First the Concordia ran aground, now 30 Britons are among hundreds on ship adrift in Indian Ocean after blaze

More than 1,000 people were last night waiting to evacuate a Costa Cruises liner floating adrift in the Indian Ocean after a fire destroyed the vessel’s power supplies – only a month after its sister ship, the Concordia, ran aground off Italy, with the loss of 32 lives.

Initial reports suggested none of the passengers aboard the 188m-long Italian-registered Costa Allegra were injured. The coastguard said the vessel’s officials reported that all 636 passengers and 413 crew aboard were “in good health” and the fire extinguished.
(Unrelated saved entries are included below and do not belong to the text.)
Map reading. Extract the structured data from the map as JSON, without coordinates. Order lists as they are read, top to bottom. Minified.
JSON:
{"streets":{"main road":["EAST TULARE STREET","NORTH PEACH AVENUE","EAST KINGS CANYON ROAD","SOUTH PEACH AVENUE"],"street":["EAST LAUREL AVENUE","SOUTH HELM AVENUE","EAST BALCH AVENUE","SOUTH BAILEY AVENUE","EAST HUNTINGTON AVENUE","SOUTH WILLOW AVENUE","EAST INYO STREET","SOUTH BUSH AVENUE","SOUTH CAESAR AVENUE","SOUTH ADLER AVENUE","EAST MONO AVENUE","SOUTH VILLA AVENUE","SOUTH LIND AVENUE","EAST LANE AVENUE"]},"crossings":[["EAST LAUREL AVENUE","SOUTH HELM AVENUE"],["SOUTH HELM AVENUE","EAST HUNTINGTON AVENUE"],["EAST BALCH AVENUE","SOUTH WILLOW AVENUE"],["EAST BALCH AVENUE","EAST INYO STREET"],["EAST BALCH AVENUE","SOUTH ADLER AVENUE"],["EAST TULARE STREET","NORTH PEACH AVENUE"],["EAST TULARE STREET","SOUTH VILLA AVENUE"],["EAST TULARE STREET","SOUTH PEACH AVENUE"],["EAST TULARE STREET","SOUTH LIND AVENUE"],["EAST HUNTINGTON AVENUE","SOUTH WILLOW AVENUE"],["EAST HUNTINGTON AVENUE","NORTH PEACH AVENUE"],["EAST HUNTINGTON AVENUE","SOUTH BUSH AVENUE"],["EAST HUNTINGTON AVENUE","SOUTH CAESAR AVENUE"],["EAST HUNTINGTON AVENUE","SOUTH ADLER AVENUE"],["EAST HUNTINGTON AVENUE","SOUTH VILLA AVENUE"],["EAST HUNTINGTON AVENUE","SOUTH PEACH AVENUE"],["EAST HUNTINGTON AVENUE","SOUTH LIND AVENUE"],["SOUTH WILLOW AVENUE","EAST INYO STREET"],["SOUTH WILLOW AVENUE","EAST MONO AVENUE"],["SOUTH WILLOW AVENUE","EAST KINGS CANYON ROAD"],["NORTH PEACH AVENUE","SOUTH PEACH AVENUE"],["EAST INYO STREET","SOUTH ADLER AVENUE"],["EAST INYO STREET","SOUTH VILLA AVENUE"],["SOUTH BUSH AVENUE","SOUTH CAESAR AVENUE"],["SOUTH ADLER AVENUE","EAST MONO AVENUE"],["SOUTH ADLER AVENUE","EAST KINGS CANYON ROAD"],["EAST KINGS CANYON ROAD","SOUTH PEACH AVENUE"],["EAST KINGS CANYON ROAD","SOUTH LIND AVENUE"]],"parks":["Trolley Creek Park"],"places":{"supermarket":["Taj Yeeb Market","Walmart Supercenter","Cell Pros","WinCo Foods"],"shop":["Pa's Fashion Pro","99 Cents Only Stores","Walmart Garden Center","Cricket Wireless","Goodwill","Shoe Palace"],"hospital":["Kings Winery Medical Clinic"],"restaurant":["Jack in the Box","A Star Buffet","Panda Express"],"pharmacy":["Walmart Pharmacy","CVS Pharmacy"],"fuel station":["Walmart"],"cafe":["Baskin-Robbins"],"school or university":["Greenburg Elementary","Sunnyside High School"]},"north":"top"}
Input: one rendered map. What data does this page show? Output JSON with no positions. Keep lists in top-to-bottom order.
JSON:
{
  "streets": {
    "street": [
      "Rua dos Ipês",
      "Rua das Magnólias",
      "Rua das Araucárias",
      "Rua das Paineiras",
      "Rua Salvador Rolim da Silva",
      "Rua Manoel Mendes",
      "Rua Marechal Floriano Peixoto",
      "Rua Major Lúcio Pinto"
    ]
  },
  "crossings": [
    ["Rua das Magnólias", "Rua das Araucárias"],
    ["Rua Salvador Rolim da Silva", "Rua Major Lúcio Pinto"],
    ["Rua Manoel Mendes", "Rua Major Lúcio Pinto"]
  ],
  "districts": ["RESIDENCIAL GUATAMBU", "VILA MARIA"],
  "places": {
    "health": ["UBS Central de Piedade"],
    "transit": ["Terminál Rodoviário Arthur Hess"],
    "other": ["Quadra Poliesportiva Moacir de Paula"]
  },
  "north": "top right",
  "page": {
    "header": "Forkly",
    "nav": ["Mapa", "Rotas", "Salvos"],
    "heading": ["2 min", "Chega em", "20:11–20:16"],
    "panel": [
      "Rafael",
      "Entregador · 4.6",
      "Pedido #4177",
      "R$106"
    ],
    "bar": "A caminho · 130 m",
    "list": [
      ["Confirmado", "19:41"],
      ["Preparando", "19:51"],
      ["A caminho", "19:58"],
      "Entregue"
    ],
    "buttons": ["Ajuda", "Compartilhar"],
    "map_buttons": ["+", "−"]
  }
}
Approximately 30 Britons were believed to be on the ship.

However, they were not yet entirely out of danger as the stricken vessel drifted powerless about 200 nautical miles from the Seychelles’ main archipelago, an area with a high risk of piracy.

The first rescue vessel was not expected to reach the liner until 11pm UK time, more than 13 hours after a fire raced through the ship’s engine room.

The Italian coastguard said that “for precautionary reasons, passengers were assembled at lifeboat collection points”, as the stricken vessel drifted. There was a blackout on board with the batteries used only for essential on-board equipment. The fire broke out 20 miles from the remote Alphonse Island.

Italian coastguard commander Cosimo Nicastro said he had been told by the ship’s captain that “the passengers are fine” and the “fire danger was over”.

Italy’s consul for the Seychelles, Claudio Izzi, told the Ansa news agency: “There are no safety concerns for passengers on the Costa Allegra at sea off the Seychelles.”